#### Requirement:
Without including any image, retype the records word for word.
── Data ──
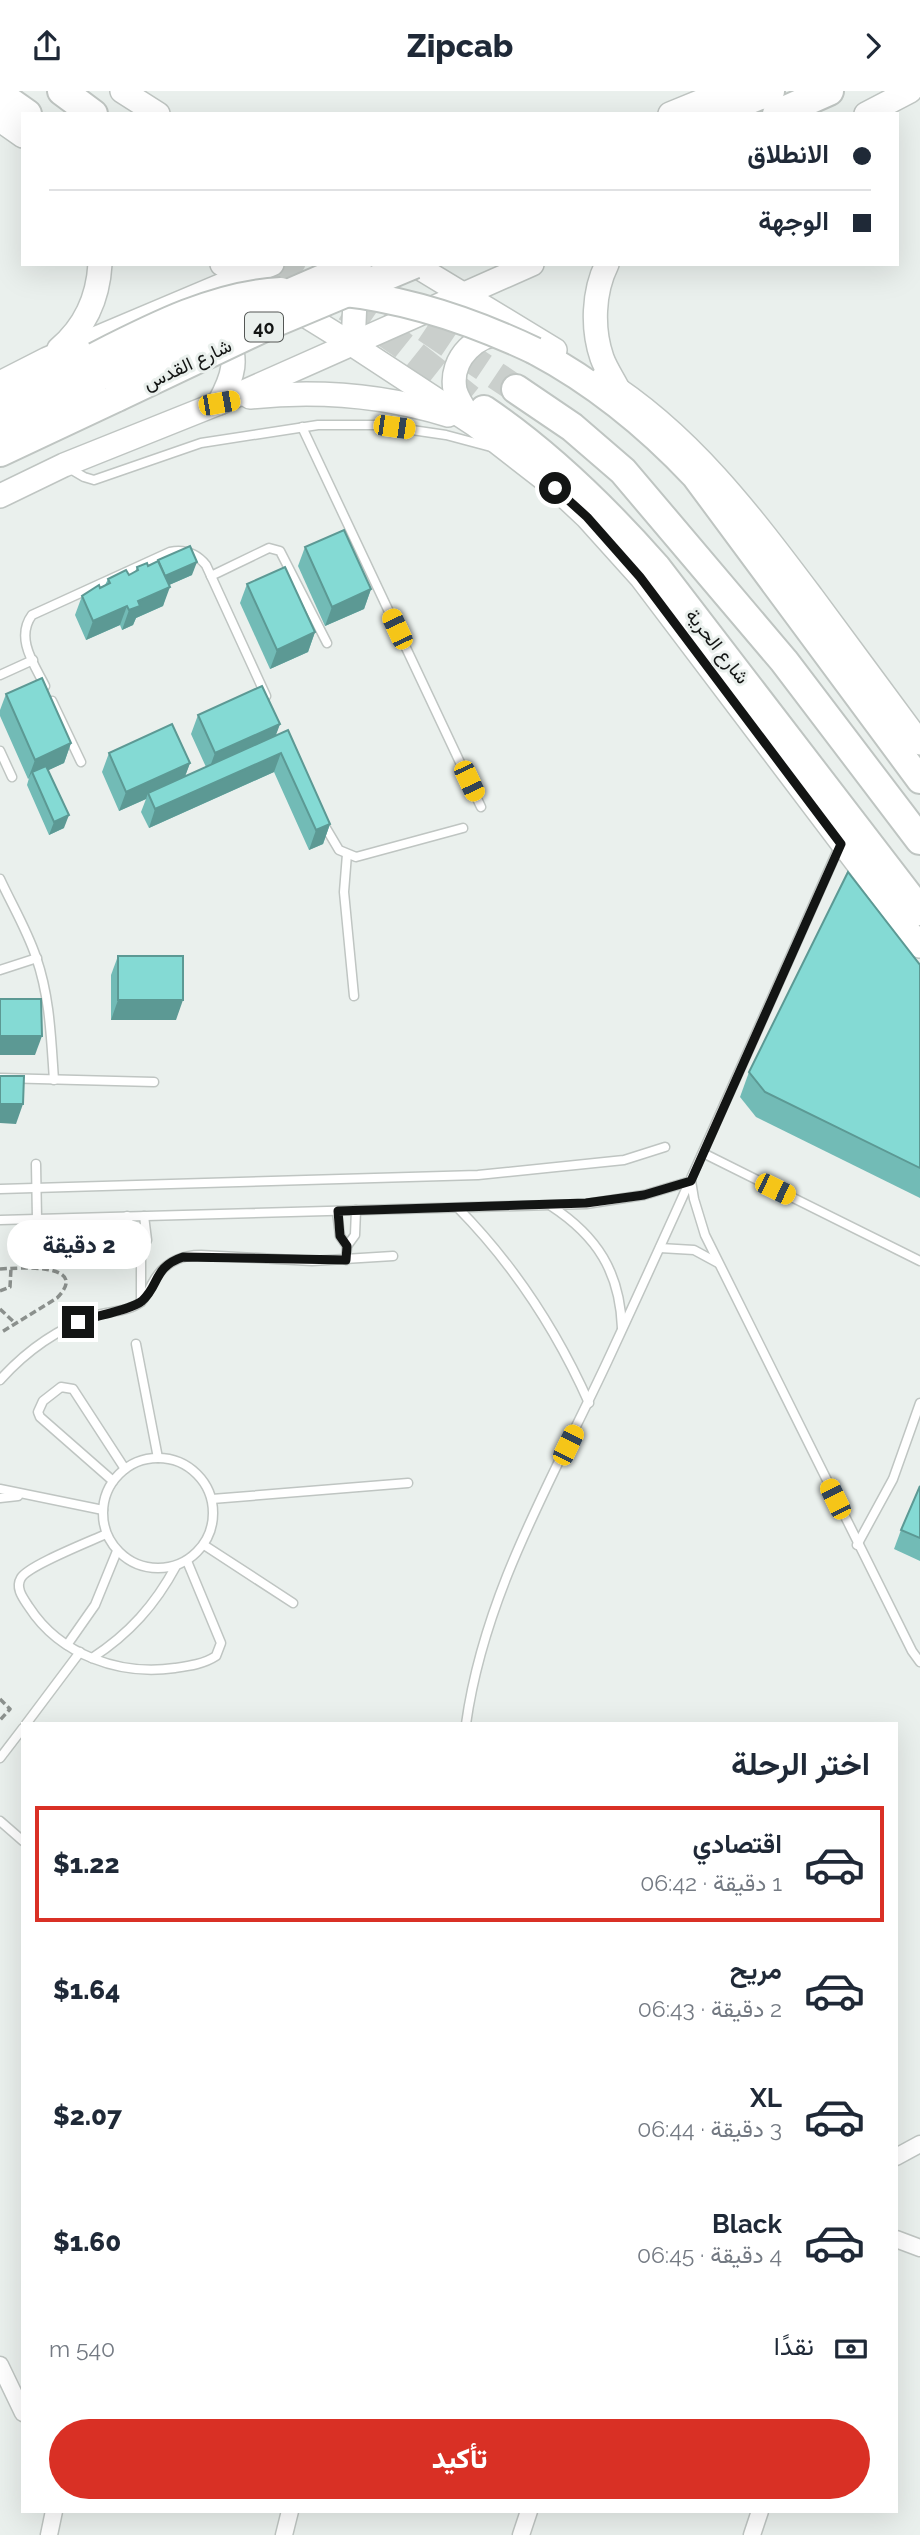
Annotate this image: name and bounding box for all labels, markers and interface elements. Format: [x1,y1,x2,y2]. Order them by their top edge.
icon: share [28,27,66,65]
text: Zipcab [407,27,513,64]
icon: forward [854,27,892,65]
text: الانطلاق [747,139,829,169]
text: الوجهة [758,206,829,236]
road number: 40 [245,313,283,341]
street label: شارع القدس [139,334,236,396]
car [197,389,242,417]
car [372,414,417,440]
route start [539,472,571,504]
street label: شارع الحرية [680,604,754,689]
car [379,606,416,652]
car [451,758,488,804]
car [752,1170,799,1208]
callout: 2 دقيقة [6,1221,150,1269]
text: 2 دقيقة [42,1231,116,1258]
route end [62,1306,94,1338]
car [550,1422,587,1468]
car [817,1476,854,1522]
text: اختر الرحلة [731,1745,870,1782]
text: اقتصادي [693,1829,782,1859]
icon: car [803,1833,866,1896]
text: $1.22 [53,1849,120,1879]
text: 1 دقيقة · 06:42 [640,1869,782,1896]
text: مريح [730,1955,782,1985]
icon: car [803,1959,866,2022]
text: $1.64 [53,1975,120,2005]
text: 2 دقيقة · 06:43 [638,1995,782,2022]
text: XL [750,2083,782,2113]
icon: car [803,2085,866,2148]
text: $2.07 [53,2101,122,2131]
text: 3 دقيقة · 06:44 [637,2115,782,2142]
text: Black [712,2209,782,2239]
icon: car [803,2211,866,2274]
text: $1.60 [53,2227,121,2257]
text: 4 دقيقة · 06:45 [637,2241,782,2268]
icon: cash [832,2330,870,2368]
text: نقدًا [774,2331,814,2361]
text: 540 m [49,2335,115,2362]
button: تأكيد [49,2419,870,2499]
───
#### Response to this exercise:
Annotate this image: name and bounding box for all labels, markers and interface elements. Format: [x1,y1,x2,y2]. Order them by their top edge.
icon: share [28,27,66,65]
text: Zipcab [407,27,513,64]
icon: forward [854,27,892,65]
text: الانطلاق [747,139,829,169]
text: الوجهة [758,206,829,236]
road number: 40 [245,313,283,341]
street label: شارع القدس [139,334,236,396]
car [197,389,242,417]
car [372,414,417,440]
route start [539,472,571,504]
street label: شارع الحرية [680,604,754,689]
car [379,606,416,652]
car [451,758,488,804]
car [752,1170,799,1208]
callout: 2 دقيقة [6,1221,150,1269]
text: 2 دقيقة [42,1231,116,1258]
route end [62,1306,94,1338]
car [550,1422,587,1468]
car [817,1476,854,1522]
text: اختر الرحلة [731,1745,870,1782]
text: اقتصادي [693,1829,782,1859]
icon: car [803,1833,866,1896]
text: $1.22 [53,1849,120,1879]
text: 1 دقيقة · 06:42 [640,1869,782,1896]
text: مريح [730,1955,782,1985]
icon: car [803,1959,866,2022]
text: $1.64 [53,1975,120,2005]
text: 2 دقيقة · 06:43 [638,1995,782,2022]
text: XL [750,2083,782,2113]
icon: car [803,2085,866,2148]
text: $2.07 [53,2101,122,2131]
text: 3 دقيقة · 06:44 [637,2115,782,2142]
text: Black [712,2209,782,2239]
icon: car [803,2211,866,2274]
text: $1.60 [53,2227,121,2257]
text: 4 دقيقة · 06:45 [637,2241,782,2268]
icon: cash [832,2330,870,2368]
text: نقدًا [774,2331,814,2361]
text: 540 m [49,2335,115,2362]
button: تأكيد [49,2419,870,2499]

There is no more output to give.